Höchst fraglich ist daher, ob dieses ehrgeizige Unterfangen in einem derartigen deutsch-französischen Hauruck-Verfahren aus dem Boden gestampft werden kann und soll. Außerdem ist entscheidend, mit welcher Zielsetzung und Konzeption eine derartige europäische Wirtschaftssteuerung erfolgen soll. Erkennbar aus dem Vorstoß von Merkel und Sarkozy ist lediglich, dass hierdurch die Wettbewerbsfähigkeit Europas gestärkt werden soll.

Merkels Wählerberuhigung
Dies war erklärtermaßen immer Leitmaßstab für die lediglich halbherzigen und eher punktuellen Koordinierungsansätze in der EU- sowohl bei der Wirtschafts- und Beschäftigungspolitik wie seit den nicht abreißenden Finanzkrisen auch bei der Finanzpolitik. Außerdem soll dieser deutsch-französische Vorstoß zunächst für die 17 Euroländer gelten. Einige der übrigen EU Mitgliedsländer haben bereits ihren Unmut über den Ausschluß von diesem Projekt geäußert.

So drängt sich der Eindruck auf: Mit ihrem Vorschlag einer "EU Wirtschaftsregierung" will Bundeskanzlerin Angela Merkel in diesem Mammut-Wahljahr die Wähler beruhigen, die um ihr Geld bangen. Abgelenkt wird davon, dass die deutschen Steuerzahler noch stärker für die überschuldeten Euroländer - Griechenland, Irland, Portugal, Spanien- belastet werden. Was die Bundeskanzlerin ebenso verschweigt: Damit wird der Vertrag von Lissabon erneut umgangen.

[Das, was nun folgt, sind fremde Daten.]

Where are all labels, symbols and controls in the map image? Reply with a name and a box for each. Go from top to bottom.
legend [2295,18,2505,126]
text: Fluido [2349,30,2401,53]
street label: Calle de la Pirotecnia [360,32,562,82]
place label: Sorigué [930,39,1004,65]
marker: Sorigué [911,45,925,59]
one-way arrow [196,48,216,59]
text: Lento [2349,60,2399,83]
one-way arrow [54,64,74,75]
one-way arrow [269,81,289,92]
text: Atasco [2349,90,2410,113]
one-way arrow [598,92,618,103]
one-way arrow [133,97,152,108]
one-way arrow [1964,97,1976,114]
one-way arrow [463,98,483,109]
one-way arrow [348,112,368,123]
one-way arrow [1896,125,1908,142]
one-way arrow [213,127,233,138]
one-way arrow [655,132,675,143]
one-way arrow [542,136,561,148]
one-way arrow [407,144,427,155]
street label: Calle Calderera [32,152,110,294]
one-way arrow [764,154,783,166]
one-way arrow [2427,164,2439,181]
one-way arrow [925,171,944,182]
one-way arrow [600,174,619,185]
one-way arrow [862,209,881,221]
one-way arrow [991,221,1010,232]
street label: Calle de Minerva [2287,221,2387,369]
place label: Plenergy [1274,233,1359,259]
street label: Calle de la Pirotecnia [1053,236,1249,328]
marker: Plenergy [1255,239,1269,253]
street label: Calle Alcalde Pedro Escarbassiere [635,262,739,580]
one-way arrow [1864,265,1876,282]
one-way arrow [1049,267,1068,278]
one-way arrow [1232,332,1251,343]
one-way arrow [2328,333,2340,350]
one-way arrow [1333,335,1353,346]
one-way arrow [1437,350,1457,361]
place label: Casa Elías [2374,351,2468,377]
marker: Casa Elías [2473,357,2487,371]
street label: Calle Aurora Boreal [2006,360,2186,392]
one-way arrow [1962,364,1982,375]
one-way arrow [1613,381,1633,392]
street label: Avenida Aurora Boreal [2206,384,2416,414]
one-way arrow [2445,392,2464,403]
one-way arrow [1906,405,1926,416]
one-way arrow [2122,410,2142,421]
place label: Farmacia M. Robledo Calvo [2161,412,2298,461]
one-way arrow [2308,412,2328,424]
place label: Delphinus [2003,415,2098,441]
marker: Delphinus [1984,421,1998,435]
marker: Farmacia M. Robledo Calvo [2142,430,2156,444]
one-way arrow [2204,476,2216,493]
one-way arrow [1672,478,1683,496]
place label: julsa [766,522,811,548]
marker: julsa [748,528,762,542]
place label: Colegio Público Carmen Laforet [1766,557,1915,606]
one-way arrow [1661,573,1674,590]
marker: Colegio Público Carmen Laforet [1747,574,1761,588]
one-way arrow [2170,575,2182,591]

Danach ist nämlich die EU keine Transferunion für überschuldete Euroländer. Die Bundesbürger dürften also gar nicht für deren Finanzierung in "Haft" genommen werden. Dieses Prinzip ist allerdings bereits längst durchbrochen. Angela Merkel hat hierbei als Kanzlerin des wirtschafts- und finanzstärksten Mitgliedlandes einen entscheidenden Anteil. Denn die Europäische Zentralbank muss Staatspapiere der überschuldeten Euroländer aufkaufen. Gleichzeitig sollen die Rettungsschirme in der EU ebenfalls für die Schuldnerländer die Beschaffung der notwendigen Kredite zu niedrigeren Zinsen sicherstellen.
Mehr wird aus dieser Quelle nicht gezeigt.